__MATERIAL SUPPLIED__:
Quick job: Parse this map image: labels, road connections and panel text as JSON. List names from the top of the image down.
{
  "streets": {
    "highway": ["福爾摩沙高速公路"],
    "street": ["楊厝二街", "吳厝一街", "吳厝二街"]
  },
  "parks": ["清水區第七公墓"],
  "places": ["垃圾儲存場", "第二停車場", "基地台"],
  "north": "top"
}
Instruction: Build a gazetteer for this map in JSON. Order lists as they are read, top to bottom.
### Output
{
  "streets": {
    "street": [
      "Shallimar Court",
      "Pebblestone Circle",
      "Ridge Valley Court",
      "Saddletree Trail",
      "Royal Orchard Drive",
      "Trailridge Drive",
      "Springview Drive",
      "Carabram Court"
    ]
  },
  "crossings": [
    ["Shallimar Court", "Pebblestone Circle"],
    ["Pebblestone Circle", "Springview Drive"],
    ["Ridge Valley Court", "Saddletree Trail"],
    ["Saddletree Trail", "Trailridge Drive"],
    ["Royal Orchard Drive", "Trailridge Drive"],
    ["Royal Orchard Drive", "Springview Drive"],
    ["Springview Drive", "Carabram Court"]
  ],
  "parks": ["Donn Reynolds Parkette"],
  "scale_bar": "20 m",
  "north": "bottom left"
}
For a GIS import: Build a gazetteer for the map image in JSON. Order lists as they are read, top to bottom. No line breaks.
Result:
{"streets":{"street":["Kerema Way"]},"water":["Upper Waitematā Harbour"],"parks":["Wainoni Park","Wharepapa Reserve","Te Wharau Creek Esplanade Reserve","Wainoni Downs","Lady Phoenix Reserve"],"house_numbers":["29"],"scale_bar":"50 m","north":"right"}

__DIRECTIONS__: Word for word, reproduce every record shown above.

__ANSWER SECTION__:
Quick job: Parse this map image: labels, road connections and panel text as JSON. List names from the top of the image down.
{
  "streets": {
    "highway": ["福爾摩沙高速公路"],
    "street": ["楊厝二街", "吳厝一街", "吳厝二街"]
  },
  "parks": ["清水區第七公墓"],
  "places": ["垃圾儲存場", "第二停車場", "基地台"],
  "north": "top"
}
Instruction: Build a gazetteer for this map in JSON. Order lists as they are read, top to bottom.
### Output
{
  "streets": {
    "street": [
      "Shallimar Court",
      "Pebblestone Circle",
      "Ridge Valley Court",
      "Saddletree Trail",
      "Royal Orchard Drive",
      "Trailridge Drive",
      "Springview Drive",
      "Carabram Court"
    ]
  },
  "crossings": [
    ["Shallimar Court", "Pebblestone Circle"],
    ["Pebblestone Circle", "Springview Drive"],
    ["Ridge Valley Court", "Saddletree Trail"],
    ["Saddletree Trail", "Trailridge Drive"],
    ["Royal Orchard Drive", "Trailridge Drive"],
    ["Royal Orchard Drive", "Springview Drive"],
    ["Springview Drive", "Carabram Court"]
  ],
  "parks": ["Donn Reynolds Parkette"],
  "scale_bar": "20 m",
  "north": "bottom left"
}
For a GIS import: Build a gazetteer for the map image in JSON. Order lists as they are read, top to bottom. No line breaks.
Result:
{"streets":{"street":["Kerema Way"]},"water":["Upper Waitematā Harbour"],"parks":["Wainoni Park","Wharepapa Reserve","Te Wharau Creek Esplanade Reserve","Wainoni Downs","Lady Phoenix Reserve"],"house_numbers":["29"],"scale_bar":"50 m","north":"right"}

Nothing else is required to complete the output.